» Problem statement:
Where the records below have a line with "cross", that line is to be copied.

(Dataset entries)
• • • • •

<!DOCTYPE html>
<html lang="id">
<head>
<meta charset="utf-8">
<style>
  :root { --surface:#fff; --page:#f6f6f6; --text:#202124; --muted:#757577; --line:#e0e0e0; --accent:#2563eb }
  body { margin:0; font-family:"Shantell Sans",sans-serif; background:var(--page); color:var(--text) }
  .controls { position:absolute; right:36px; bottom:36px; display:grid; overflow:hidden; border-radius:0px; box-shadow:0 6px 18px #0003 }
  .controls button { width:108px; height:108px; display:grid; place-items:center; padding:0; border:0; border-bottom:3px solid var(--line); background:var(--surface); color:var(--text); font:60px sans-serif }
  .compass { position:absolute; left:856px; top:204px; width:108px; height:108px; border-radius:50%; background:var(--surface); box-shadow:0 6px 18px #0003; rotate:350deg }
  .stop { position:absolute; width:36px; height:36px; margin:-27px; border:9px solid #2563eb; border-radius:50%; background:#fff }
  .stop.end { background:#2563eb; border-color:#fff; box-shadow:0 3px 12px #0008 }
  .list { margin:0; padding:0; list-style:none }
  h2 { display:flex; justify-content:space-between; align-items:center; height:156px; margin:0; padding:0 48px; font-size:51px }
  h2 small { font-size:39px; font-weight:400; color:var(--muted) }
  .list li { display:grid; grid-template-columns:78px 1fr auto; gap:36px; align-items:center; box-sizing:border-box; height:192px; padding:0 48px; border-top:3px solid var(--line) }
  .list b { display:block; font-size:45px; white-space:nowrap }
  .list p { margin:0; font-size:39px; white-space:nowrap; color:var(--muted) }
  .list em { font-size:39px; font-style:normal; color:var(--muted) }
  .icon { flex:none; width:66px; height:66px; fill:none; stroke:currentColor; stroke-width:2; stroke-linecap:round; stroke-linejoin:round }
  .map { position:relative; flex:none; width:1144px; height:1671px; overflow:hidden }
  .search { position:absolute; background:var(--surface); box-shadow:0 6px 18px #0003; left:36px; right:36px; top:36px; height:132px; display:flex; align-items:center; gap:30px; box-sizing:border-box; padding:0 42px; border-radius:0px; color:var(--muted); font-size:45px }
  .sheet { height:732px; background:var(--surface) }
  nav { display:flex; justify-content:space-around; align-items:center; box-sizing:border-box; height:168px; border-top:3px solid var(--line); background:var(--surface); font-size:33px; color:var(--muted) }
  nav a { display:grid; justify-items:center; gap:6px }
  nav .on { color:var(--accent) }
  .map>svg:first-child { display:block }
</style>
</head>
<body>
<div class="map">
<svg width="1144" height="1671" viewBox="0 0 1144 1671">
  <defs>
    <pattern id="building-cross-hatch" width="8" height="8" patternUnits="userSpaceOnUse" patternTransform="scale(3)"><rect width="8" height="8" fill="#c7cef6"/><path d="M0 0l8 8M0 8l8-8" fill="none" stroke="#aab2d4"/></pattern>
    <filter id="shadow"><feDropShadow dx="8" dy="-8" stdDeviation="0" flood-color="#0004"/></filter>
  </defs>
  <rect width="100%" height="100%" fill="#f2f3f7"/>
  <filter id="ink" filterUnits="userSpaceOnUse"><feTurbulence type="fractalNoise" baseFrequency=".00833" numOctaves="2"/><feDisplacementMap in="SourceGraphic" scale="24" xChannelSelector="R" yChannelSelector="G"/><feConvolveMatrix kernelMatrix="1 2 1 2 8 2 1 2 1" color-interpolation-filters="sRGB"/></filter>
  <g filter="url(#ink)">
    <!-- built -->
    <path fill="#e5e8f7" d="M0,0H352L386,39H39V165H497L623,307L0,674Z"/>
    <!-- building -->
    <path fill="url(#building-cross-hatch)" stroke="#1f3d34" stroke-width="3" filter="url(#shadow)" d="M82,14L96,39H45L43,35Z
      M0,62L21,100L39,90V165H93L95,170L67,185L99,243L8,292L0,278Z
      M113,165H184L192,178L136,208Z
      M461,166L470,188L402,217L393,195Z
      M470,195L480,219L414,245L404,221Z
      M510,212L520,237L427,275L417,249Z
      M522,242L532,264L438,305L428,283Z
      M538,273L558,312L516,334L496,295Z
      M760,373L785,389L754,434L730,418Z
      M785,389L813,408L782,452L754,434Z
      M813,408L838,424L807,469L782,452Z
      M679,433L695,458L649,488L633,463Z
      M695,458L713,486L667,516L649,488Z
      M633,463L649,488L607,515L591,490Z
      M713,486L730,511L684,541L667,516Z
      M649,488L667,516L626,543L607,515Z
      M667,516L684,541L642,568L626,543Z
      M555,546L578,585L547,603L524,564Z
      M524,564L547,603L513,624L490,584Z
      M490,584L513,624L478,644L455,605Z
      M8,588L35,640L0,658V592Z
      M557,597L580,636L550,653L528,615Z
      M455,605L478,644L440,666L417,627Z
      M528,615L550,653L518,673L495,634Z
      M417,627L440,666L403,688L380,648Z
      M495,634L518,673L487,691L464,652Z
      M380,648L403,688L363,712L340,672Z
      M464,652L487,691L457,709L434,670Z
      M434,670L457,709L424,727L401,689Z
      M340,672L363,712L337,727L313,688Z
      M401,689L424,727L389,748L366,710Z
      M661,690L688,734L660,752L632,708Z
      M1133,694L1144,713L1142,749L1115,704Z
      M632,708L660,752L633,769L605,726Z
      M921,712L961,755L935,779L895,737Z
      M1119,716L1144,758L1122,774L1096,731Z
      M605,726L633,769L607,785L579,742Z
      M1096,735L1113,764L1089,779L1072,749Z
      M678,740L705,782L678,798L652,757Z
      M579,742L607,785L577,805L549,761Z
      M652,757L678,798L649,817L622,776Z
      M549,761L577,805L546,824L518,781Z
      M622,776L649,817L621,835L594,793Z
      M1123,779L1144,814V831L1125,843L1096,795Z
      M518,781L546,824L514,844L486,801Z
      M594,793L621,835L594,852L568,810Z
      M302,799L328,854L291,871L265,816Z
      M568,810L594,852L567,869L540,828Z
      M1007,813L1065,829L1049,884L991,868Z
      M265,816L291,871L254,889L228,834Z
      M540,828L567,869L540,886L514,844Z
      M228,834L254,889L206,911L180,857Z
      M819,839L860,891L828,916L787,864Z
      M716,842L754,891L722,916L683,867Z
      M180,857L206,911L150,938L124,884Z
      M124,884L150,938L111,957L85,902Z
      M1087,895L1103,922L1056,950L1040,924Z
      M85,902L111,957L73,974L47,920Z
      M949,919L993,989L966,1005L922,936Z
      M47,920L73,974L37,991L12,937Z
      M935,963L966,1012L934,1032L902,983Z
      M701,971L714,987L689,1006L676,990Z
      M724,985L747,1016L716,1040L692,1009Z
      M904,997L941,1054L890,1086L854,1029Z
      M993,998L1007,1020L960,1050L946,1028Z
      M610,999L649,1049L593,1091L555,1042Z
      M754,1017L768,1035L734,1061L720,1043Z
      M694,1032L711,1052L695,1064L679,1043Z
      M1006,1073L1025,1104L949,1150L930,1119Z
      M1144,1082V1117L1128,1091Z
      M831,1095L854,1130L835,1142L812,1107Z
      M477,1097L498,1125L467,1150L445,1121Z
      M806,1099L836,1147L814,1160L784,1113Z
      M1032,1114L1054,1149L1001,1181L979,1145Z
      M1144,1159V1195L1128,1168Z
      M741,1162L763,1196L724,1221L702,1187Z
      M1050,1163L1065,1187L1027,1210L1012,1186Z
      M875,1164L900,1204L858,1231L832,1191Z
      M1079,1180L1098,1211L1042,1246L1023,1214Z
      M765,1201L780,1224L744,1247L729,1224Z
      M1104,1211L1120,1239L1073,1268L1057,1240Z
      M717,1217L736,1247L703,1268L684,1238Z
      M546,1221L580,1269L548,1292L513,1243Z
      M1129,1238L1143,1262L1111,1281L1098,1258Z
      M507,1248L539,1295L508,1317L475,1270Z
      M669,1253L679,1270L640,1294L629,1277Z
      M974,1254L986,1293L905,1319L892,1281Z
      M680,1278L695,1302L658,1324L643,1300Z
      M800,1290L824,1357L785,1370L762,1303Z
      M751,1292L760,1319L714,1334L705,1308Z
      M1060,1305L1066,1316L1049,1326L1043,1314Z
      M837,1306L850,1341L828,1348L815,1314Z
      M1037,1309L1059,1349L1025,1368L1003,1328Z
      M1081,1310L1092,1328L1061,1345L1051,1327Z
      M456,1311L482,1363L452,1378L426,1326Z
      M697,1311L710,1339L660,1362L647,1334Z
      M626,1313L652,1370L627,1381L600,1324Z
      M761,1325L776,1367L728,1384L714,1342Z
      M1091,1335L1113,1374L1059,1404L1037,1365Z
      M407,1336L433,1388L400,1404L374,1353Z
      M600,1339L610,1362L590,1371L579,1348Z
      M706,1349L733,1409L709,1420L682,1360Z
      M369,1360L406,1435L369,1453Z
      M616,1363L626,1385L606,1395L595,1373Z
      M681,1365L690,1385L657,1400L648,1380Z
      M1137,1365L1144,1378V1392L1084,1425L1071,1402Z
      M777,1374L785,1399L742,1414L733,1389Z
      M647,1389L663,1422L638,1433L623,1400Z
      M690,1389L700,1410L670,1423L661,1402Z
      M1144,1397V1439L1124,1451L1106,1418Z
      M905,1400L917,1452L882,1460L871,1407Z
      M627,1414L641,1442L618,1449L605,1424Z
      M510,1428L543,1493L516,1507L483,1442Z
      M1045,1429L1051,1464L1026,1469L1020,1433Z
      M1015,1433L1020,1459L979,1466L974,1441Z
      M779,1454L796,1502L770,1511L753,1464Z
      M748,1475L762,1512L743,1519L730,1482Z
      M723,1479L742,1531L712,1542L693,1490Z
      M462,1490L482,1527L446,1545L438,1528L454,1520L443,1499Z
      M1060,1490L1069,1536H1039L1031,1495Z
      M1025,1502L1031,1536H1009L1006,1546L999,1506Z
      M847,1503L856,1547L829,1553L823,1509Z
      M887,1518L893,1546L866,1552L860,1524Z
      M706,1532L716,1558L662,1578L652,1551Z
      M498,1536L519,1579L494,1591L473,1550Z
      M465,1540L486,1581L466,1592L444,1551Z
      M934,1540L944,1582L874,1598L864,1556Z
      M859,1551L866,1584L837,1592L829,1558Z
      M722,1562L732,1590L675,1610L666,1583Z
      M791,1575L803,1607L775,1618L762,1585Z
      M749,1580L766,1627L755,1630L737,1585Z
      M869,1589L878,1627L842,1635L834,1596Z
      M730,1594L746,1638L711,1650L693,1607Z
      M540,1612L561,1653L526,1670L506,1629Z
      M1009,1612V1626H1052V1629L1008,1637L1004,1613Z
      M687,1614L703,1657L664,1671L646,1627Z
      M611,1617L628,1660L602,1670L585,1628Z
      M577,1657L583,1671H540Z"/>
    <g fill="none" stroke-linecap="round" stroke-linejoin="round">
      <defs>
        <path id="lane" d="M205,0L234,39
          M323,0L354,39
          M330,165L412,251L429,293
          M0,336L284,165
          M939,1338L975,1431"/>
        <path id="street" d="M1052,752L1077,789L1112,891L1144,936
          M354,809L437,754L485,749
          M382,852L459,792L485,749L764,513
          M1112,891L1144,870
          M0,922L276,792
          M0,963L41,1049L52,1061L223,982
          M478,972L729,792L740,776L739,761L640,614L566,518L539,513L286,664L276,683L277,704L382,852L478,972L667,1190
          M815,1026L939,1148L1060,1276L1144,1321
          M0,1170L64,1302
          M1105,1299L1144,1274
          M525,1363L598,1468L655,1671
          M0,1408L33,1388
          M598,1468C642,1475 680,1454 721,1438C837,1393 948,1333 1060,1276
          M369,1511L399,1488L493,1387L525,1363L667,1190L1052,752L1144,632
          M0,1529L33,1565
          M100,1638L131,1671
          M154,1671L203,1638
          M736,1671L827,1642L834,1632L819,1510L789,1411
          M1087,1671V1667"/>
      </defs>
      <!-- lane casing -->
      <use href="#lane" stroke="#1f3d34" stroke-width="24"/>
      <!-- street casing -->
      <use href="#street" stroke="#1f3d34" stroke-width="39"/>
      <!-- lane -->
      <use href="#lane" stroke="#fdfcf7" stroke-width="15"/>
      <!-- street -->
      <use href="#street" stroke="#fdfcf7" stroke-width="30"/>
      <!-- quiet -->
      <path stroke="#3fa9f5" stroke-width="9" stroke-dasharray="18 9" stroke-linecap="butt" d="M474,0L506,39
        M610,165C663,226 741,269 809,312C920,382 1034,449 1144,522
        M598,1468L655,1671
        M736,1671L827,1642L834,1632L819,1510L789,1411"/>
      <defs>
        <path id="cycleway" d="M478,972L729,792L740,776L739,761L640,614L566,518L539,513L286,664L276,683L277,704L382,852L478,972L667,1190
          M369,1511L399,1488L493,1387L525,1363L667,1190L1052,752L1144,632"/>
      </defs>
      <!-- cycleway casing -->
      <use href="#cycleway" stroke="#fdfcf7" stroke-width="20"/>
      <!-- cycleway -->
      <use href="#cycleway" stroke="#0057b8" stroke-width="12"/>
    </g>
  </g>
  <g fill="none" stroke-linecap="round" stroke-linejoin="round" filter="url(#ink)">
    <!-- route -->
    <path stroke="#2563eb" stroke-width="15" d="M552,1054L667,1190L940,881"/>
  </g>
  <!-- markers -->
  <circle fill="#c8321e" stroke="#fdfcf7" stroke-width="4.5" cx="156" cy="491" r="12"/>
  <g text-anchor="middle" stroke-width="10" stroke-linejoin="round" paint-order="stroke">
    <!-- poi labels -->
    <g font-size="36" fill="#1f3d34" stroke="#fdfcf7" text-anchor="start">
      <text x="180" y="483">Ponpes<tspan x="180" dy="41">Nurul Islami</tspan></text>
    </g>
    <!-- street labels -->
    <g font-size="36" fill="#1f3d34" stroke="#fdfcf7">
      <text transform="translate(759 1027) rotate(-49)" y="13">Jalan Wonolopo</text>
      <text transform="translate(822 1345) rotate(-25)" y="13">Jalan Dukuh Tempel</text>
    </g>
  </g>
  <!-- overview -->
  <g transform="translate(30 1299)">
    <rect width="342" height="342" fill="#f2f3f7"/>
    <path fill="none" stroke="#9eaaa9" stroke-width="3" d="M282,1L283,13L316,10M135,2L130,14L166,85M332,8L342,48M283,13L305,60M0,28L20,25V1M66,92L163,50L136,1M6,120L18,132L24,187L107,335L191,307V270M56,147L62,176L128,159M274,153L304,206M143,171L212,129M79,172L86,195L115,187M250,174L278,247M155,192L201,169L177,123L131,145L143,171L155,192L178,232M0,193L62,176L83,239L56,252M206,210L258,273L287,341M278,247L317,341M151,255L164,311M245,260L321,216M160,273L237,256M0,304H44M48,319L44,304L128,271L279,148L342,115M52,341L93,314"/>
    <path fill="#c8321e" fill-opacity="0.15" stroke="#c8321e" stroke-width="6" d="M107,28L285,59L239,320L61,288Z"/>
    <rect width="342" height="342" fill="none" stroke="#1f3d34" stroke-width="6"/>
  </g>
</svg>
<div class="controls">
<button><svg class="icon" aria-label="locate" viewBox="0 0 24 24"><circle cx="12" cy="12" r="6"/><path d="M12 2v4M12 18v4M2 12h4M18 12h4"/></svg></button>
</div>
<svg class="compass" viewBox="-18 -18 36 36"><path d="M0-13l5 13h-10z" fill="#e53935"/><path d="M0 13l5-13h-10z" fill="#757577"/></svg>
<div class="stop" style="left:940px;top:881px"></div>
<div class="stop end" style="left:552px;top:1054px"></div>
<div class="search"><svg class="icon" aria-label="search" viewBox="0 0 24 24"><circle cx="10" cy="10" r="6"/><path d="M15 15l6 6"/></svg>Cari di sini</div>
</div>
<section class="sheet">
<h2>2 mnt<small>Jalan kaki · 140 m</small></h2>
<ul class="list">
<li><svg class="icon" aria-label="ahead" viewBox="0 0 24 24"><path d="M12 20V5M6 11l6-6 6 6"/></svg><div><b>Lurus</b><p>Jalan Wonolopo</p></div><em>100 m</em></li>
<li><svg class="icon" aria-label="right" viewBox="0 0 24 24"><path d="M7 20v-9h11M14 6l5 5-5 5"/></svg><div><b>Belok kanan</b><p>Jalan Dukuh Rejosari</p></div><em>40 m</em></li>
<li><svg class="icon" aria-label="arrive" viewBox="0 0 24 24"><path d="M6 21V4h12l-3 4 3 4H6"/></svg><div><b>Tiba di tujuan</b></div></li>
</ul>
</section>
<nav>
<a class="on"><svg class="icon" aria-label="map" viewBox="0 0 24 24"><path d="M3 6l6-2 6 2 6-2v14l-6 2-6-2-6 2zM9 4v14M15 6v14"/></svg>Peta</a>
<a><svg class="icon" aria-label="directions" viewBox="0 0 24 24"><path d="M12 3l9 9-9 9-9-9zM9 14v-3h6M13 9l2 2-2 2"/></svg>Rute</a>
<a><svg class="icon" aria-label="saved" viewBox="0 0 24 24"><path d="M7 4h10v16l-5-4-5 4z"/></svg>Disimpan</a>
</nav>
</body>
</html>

• • • • •

» Task result:
    <pattern id="building-cross-hatch" width="8" height="8" patternUnits="userSpaceOnUse" patternTransform="scale(3)"><rect width="8" height="8" fill="#c7cef6"/><path d="M0 0l8 8M0 8l8-8" fill="none" stroke="#aab2d4"/></pattern>
    <path fill="url(#building-cross-hatch)" stroke="#1f3d34" stroke-width="3" filter="url(#shadow)" d="M82,14L96,39H45L43,35Z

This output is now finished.